Turkey has leveraged its position of relative peace in a region plagued by wars to expand its international influence. Mr. Erdogan was particularly instrumental in diplomacy surrounding Russia’s invasion of Ukraine, mediating for grain export corridors and prisoner exchanges.

Turkey has received assistance from more than one hundred countries since the earthquakes struck, including rescue teams and relief workers from the U.S., Russia and Ukraine. Furthermore, rescue workers and volunteers from Turkey’s traditional foes like Greece, Armenia and Israel also flew in to provide assistance.

Soli Ozel, a Turkish political analyst and lecturer at Kadir Has University in Istanbul, asserted that Turkey “was not in a position to decline aid from other countries”.

Mr. Blinken’s pledge of $100 million in humanitarian relief to Turkey and Syria brings the U.S.’ total contribution to humanitarian relief there to $185 million, as estimated losses from earthquakes amount to an estimated $84 billion – or about 10% of Turkey’s entire economy in 2022, according to a report from a leading business association there.

Mr. Blinken’s visit provided a vivid example of the differences between Turkey and other members of the North Atlantic Treaty Organization.

These earthquakes occurred as negotiations between U.S. and Turkish officials over a $20 billion sale of new F-16 jet fighters were underway – something Biden administration officials hope to use as leverage against Mr. Erdogan to pressure him into admitting Finland and Sweden into NATO.

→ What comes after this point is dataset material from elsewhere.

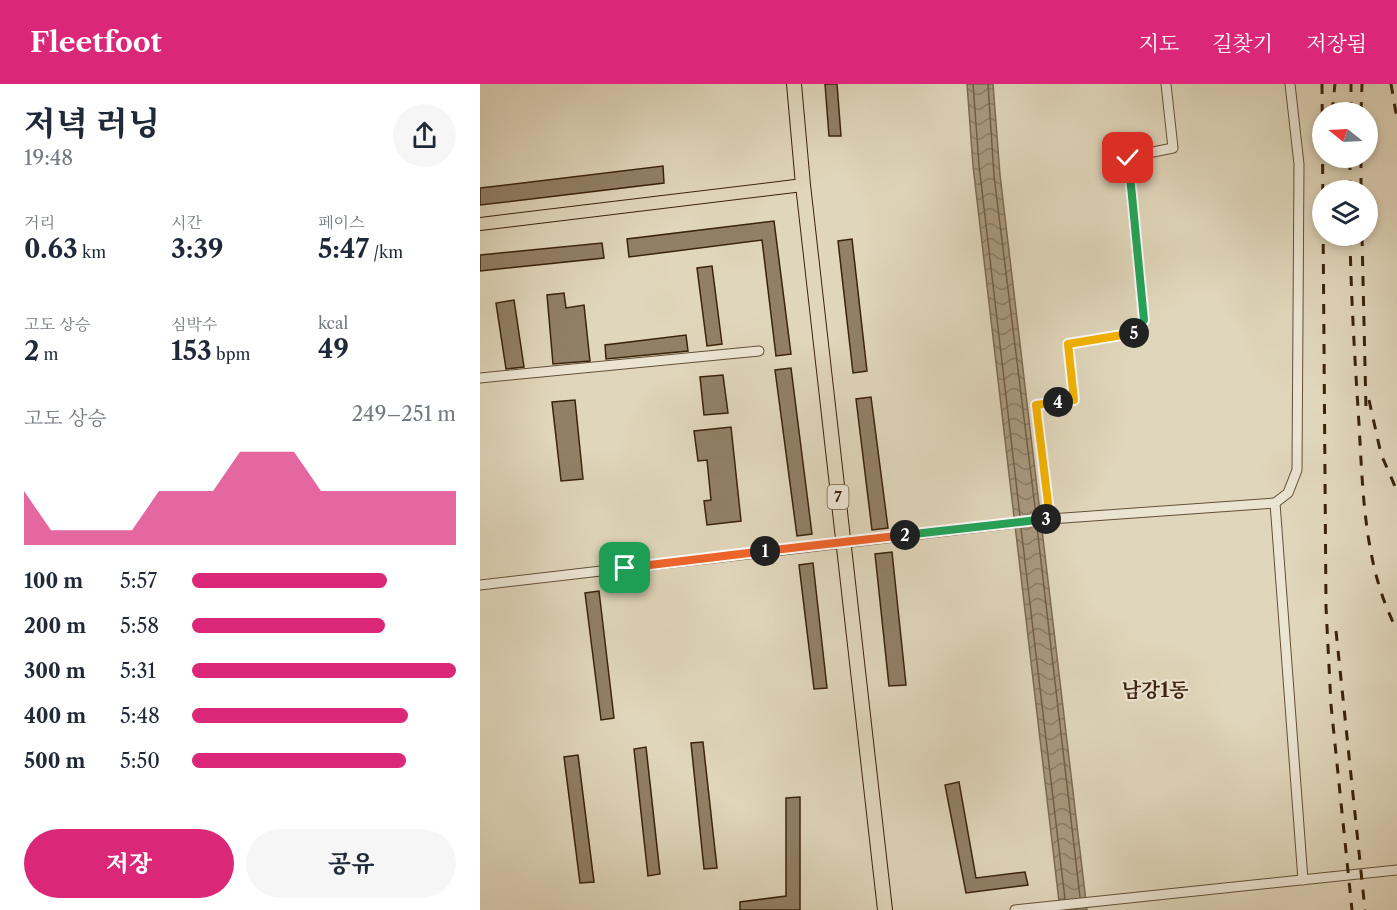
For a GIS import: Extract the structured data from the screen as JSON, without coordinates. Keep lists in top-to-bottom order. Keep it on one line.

Mr. Erdogan has threatened to block Sweden’s entrance into NATO due to fears that it is harboring Kurdish militants. According to Sweden, the U.S. and NATO leaders, Sweden has upheld an agreement signed last year which required it to deal with Turkish extradition requests for suspected terrorist suspects.

On Monday, Mr. Blinken informed reporters of his strong support for Sweden and Finland’s entry into NATO; however, he did not provide an exact timeline for that process.

Cavusoglu, the Turkish foreign minister, insisted that the F-16 sale and NATO expansion were two separate negotiations and should not be tied together.

“The U.S. Congress should not be obstructionist but instead take on a role of support,” Mr. Cavusoglu declared regarding the warplane sale.

Sen. Bob Menendez (D., N.J.), chairman of the Senate Foreign Relations Committee and an outspoken critic of Mr. Erdogan, declared that the U.S. was providing “significant assistance” with regards to the earthquake disaster, adding that after an immediate response is complete “there must be a discussion about bringing Finland and Sweden into NATO,” hopefully by July’s summit meeting at NATO headquarters.”

Mr. Menendez, who has some influence over the sale of F-16 warplanes, warned Ankara against using Finland and Sweden’s NATO bid as leverage to gain concessions. “Use this as blackmail is something we should not accept,” he declared at the Munich Security Conference in Germany over the weekend.

“Turkey must take a different route if they want the F-16s,” he stated. “They need to cease threatening their neighbors.”

The earthquake has added another layer of uncertainty to Turkey’s timeline for approval of NATO expansion. Turkish officials have indicated they cannot risk a political battle with opposition lawmakers before an important national election scheduled for May, and opposition leaders are urging the government not to postpone it.

Mr. Erdogan’s hardline against Sweden has gained widespread support in Turkey, giving him an opportunity to promote themes of nationalism and religious solidarity before the election. But now it appears that a major earthquake could alter that dynamic.

Mr. Ozel, an analyst, observed that due to the massive infusion of goodwill money and aid into this earthquake and to personnel working day and night, conducting a campaign with strong anti-immigrant sentiment would be extremely challenging.